==== Data for review ====

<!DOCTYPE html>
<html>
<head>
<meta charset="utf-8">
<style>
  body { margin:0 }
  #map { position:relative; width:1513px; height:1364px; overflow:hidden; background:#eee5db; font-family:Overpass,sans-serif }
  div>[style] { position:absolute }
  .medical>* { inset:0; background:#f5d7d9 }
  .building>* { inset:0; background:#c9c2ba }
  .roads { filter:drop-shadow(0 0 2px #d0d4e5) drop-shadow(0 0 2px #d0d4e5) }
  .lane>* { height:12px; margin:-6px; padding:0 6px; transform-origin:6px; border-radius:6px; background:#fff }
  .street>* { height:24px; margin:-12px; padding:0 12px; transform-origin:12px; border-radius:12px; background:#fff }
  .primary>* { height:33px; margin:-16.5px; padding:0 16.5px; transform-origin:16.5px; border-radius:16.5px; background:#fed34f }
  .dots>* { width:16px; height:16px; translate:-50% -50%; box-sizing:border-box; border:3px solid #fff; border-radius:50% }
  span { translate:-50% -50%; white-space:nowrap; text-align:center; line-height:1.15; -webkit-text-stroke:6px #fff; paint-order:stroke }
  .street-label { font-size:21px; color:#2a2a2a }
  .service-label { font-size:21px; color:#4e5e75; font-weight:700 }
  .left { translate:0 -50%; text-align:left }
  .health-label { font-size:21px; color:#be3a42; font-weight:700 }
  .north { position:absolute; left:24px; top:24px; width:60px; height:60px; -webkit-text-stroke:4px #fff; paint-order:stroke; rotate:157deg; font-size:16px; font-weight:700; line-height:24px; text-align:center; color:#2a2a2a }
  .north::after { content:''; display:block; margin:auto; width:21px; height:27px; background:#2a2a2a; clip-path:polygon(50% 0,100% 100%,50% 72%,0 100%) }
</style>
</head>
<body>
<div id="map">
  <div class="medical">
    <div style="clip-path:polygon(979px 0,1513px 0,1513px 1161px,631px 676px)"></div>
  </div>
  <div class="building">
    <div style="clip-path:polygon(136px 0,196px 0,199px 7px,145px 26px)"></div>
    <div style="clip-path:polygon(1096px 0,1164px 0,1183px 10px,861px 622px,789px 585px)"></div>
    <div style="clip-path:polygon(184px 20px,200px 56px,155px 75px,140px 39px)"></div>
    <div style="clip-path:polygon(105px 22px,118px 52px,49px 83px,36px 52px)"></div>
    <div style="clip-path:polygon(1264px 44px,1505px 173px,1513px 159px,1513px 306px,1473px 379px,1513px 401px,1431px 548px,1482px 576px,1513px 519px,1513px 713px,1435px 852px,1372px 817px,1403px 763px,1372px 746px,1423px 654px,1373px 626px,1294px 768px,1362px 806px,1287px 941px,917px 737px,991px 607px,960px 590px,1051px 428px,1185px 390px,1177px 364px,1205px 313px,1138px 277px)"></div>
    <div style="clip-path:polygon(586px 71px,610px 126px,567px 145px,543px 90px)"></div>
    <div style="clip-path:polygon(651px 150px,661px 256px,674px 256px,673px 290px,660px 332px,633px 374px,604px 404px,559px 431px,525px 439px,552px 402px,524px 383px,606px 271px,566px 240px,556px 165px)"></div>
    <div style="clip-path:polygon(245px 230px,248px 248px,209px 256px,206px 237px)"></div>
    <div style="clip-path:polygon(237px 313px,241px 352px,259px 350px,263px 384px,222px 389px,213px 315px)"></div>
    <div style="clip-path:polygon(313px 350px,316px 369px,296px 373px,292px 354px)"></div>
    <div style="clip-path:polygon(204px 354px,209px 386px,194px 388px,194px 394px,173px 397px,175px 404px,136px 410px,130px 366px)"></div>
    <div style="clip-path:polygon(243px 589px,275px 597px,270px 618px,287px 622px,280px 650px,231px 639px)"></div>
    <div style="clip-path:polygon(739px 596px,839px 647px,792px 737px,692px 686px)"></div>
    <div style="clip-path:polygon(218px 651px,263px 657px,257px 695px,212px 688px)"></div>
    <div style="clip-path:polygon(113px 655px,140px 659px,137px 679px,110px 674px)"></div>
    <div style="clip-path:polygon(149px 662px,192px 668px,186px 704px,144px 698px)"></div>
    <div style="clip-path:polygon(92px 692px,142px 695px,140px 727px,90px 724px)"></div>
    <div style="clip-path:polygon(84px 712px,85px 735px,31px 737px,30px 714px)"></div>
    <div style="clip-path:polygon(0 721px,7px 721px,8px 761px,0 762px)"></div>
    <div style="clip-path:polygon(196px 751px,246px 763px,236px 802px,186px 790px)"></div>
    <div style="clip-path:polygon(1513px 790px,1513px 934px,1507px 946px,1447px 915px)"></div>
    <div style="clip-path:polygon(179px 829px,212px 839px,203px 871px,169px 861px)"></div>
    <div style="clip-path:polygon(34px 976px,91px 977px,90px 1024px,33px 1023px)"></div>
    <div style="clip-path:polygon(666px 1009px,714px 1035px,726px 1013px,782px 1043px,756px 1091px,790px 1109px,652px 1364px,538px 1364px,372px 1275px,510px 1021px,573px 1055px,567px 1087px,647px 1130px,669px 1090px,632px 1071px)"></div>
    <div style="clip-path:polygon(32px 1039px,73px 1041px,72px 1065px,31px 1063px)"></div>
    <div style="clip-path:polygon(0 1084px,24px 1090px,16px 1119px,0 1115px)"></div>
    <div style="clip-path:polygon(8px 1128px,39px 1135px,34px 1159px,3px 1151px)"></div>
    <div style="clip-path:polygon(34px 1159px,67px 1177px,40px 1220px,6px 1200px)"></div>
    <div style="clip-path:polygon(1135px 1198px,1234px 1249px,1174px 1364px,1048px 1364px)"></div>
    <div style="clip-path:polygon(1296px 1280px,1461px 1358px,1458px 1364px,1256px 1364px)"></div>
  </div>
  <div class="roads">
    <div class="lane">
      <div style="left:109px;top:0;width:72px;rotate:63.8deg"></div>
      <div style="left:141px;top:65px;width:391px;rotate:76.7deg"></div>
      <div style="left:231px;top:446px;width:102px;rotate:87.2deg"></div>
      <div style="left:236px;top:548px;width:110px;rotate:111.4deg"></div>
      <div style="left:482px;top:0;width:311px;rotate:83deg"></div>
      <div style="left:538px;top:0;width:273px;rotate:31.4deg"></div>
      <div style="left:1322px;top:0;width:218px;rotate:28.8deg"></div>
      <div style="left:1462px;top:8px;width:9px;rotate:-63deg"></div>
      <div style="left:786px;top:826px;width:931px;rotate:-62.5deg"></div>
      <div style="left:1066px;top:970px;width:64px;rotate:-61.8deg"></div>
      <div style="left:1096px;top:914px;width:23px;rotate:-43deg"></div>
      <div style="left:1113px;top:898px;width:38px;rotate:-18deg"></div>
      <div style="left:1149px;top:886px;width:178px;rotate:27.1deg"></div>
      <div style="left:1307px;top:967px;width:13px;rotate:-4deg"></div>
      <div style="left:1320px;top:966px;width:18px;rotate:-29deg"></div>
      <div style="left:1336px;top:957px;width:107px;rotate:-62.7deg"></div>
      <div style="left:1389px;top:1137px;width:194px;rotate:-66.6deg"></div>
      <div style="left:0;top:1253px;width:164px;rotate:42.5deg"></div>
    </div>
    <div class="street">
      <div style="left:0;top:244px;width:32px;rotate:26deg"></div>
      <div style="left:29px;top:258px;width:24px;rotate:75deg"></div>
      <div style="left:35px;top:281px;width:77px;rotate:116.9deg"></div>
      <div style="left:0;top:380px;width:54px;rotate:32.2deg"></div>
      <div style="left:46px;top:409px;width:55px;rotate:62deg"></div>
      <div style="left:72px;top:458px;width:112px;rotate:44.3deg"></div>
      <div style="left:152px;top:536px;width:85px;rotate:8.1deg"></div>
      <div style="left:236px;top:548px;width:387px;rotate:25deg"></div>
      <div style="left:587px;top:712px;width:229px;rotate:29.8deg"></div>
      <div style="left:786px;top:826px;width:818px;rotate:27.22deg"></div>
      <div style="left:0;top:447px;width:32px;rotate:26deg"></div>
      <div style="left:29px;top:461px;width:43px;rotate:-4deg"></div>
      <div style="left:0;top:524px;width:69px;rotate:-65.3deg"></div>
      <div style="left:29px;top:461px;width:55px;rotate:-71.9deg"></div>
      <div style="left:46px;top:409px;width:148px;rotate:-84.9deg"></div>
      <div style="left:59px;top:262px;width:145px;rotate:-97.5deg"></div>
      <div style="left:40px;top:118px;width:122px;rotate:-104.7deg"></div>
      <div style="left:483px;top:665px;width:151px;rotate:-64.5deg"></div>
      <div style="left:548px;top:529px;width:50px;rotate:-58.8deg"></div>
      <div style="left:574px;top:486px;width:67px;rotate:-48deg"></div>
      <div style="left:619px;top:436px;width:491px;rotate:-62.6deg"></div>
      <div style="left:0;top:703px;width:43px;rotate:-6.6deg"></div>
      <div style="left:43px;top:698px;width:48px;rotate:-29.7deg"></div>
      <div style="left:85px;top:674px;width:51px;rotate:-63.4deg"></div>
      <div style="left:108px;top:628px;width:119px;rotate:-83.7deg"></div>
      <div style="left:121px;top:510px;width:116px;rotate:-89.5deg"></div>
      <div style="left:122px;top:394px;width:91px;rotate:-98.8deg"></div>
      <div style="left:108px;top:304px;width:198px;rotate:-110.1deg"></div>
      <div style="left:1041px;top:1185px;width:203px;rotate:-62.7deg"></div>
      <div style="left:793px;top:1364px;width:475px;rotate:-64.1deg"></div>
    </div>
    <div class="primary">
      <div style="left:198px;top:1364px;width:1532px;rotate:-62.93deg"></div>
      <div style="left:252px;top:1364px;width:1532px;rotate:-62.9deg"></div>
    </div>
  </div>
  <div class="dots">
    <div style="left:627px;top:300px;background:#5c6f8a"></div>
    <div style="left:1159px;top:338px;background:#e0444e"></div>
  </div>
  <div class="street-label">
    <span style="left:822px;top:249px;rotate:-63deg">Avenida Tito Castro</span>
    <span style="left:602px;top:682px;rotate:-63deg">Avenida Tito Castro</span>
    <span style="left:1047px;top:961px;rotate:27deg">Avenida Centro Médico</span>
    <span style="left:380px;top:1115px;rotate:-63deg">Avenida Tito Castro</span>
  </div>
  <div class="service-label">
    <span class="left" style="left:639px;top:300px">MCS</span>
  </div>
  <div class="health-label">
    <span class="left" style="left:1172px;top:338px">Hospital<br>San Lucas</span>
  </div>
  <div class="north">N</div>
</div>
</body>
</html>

====

Problem requirements:
Could you output, exactly and with nothing else, the lines from the start of the records through the line containing "position:relative; width:1513px; height:1364px;"?

Response for this exercise:
<!DOCTYPE html>
<html>
<head>
<meta charset="utf-8">
<style>
  body { margin:0 }
  #map { position:relative; width:1513px; height:1364px; overflow:hidden; background:#eee5db; font-family:Overpass,sans-serif }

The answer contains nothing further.